THE SHARK STRIPPED BARE

“NORMAN BESTRODE THE FAIRWAYS LIKE A GUNSLINGER, HIS GAME AS BIG AS HIS STYLE WAS BOLD”

IT’S 9.30 on a Wednesday morning in Florida and the Australian-American accent is coming through rich and strong from one of the humbler nooks of a grand estate. “I’m in my work room down below, where I still have golf clubs that I used to tinker with all the time. You know, it’s great to see what the kids can do today. But back in the day our clubs were so heavy, and for us to generate the clubhead speed that we did was just mindblowingly impressive.”

A manly dexterity. A certain wistfulness. Fatherly feelings for the champions of today. And a bit of a brag. Yep, in case there was any doubt, that can only be the Shark on the other end of the line. And I’ll be honest: even for a seasoned – some might say jaded – sports hack, it’s a tell-your-mates thrill to have him there.

If Greg Norman’s heyday predates you, know this: it’s hard to overstate how big a deal he was in the 1980s and ’90s. The No. 1 golfer in the world for 331 weeks, Norman won 90 tournaments as a professional, including the Open Championships of 1986 and 1993. The first player to reach $10 million in prize money, he was inducted into the World Golf Hall of Fame in 2001.

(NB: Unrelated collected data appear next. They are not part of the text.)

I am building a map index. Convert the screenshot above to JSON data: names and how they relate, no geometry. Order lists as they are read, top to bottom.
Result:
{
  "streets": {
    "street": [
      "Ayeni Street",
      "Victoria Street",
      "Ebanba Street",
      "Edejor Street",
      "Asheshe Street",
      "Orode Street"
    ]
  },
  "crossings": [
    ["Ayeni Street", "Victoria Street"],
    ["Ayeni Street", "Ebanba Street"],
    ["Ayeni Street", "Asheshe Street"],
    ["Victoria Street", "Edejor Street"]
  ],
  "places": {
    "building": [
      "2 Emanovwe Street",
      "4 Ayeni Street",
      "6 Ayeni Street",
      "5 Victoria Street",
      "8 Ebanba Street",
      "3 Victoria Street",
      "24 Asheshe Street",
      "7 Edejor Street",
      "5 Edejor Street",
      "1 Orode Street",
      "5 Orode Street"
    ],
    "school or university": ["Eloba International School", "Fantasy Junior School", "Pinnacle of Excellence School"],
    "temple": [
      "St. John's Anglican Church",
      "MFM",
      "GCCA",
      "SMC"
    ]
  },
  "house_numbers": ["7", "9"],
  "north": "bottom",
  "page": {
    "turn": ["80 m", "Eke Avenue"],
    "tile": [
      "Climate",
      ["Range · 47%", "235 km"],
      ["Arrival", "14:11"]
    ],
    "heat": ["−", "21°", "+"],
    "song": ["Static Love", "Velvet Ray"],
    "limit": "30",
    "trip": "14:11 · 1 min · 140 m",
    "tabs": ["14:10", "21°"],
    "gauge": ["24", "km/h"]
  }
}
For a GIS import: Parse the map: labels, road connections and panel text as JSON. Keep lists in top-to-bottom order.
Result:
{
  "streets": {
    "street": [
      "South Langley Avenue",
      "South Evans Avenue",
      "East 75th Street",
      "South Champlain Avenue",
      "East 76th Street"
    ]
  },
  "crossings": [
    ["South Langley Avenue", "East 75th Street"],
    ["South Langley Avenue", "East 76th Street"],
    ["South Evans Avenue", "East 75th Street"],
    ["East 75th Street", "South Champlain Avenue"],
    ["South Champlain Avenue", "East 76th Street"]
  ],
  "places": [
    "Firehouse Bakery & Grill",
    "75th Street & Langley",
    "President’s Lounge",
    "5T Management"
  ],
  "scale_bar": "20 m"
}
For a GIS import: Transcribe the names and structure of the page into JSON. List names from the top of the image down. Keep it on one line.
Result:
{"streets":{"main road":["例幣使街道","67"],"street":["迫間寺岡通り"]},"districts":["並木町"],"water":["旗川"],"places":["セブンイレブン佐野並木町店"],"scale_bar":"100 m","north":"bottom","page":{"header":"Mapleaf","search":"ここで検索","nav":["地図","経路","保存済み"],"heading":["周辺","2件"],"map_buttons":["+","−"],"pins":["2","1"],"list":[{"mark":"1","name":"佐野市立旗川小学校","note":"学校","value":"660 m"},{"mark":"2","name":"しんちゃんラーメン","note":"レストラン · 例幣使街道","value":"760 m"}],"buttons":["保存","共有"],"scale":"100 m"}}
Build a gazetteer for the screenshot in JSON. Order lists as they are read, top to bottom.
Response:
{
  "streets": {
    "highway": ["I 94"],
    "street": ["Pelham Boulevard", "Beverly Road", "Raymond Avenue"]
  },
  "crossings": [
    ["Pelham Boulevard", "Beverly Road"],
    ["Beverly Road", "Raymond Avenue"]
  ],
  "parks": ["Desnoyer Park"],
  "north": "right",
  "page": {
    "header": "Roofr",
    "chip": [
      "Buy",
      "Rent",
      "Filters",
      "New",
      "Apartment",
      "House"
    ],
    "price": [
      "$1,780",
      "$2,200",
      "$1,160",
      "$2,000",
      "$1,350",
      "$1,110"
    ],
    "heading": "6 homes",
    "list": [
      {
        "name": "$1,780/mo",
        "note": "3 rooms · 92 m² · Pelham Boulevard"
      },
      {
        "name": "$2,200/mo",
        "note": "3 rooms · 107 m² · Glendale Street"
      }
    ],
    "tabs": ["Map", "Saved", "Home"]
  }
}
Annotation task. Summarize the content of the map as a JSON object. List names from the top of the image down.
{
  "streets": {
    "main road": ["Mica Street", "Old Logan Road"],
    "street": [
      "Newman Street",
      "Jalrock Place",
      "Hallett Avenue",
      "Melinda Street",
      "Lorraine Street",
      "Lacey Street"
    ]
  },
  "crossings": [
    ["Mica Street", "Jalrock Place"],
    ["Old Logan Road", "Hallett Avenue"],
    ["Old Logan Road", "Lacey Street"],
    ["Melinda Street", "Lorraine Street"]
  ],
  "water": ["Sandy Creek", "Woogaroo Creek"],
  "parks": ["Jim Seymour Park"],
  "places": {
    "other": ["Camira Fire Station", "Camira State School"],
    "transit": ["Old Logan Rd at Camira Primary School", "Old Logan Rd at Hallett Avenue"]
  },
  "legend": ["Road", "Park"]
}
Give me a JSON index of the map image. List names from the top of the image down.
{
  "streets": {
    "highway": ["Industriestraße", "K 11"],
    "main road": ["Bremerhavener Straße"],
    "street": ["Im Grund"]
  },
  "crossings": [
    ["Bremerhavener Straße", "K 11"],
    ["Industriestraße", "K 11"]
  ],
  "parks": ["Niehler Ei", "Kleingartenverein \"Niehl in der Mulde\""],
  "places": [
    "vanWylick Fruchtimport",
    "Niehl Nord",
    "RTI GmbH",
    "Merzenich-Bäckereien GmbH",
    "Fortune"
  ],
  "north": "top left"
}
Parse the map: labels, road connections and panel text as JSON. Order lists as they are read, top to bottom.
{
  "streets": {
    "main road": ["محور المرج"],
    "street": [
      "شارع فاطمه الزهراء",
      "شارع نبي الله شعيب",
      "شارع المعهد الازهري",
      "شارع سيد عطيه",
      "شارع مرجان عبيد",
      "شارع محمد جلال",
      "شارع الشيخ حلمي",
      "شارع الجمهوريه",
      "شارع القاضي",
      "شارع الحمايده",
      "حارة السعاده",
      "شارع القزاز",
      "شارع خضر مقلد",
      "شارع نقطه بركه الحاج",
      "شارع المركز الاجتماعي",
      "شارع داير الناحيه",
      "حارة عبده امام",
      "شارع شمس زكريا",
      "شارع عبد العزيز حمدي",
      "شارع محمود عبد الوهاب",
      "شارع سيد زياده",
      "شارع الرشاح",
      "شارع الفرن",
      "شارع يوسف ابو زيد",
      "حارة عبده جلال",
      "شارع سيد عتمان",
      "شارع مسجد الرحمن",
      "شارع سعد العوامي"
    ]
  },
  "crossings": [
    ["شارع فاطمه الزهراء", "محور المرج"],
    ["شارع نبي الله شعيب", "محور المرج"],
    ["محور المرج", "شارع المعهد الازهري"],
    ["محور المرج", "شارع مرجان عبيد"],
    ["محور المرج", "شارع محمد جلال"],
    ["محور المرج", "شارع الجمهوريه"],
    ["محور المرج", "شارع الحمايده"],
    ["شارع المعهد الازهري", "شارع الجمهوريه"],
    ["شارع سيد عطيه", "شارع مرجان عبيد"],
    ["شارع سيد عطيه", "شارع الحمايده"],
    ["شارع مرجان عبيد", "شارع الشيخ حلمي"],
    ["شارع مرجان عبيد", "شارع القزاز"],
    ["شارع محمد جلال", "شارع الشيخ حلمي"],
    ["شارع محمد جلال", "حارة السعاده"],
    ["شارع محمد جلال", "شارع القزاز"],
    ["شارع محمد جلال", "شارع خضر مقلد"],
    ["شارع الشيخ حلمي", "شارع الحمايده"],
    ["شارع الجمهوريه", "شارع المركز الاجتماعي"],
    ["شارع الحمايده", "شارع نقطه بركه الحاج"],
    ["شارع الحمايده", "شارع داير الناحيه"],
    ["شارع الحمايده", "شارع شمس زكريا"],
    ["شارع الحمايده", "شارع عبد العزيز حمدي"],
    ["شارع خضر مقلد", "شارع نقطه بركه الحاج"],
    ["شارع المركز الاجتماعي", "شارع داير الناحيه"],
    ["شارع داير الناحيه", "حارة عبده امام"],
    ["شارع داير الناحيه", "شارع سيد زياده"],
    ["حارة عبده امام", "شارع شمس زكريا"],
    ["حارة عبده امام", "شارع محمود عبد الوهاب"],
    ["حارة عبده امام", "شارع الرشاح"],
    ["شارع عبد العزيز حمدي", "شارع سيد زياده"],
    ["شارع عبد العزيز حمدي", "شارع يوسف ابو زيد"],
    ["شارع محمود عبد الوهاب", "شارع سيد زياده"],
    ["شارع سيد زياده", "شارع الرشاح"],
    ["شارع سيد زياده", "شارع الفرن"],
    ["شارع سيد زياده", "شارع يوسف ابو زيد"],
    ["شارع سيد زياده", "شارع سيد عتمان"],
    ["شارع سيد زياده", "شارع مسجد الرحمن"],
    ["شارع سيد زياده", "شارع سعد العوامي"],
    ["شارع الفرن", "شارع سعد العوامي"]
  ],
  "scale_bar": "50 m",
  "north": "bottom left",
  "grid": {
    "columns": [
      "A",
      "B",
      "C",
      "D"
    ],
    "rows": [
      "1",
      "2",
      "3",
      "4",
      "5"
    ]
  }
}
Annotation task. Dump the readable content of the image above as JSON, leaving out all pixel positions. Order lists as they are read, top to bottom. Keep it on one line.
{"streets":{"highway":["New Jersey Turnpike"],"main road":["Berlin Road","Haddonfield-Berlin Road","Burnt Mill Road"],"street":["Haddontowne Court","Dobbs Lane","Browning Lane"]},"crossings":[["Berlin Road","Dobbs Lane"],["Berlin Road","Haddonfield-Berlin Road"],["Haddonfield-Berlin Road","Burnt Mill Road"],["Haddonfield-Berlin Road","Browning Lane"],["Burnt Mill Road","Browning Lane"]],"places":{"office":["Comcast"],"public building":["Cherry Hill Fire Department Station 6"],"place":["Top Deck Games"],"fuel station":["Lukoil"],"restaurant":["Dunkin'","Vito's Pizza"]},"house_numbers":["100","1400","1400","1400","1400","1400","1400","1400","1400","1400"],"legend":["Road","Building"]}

But numbers don’t do justice to the Norman phenomenon any better than notes on a page capture the force of a masterful symphony. For a quarter-century Norman’s magnetism pulled legions of sports fans out of their beds and in front of their televisions to rise and fall through his latest quest for one of the major titles that proved so elusive. Blond and suntanned with ice-blue eyes, sporting the wide-shouldered, slim-waisted physique of an Olympic gymnast at a time when most leading golfers could have been mistaken for accountants or truck drivers, Norman bestrode the fairways like a gunslinger, his game as big as his style was bold. Only Arnold Palmer before him and Tiger Woods since have made golf so enticing for so many.

His return of two major titles (Woods has 15; the GOAT, Jack Nicklaus, 18) is a wholly misleading reflection of his outsized talent and influence. And yet his history of near-misses – he had eight runner-up and 30 top-10 finishes in majors – allowed him to show arguably the defining feature of his competitive being: an unsurpassed dignity and magnanimity in defeat. Of the many things you could borrow from the Shark, that might just be the most uplifting.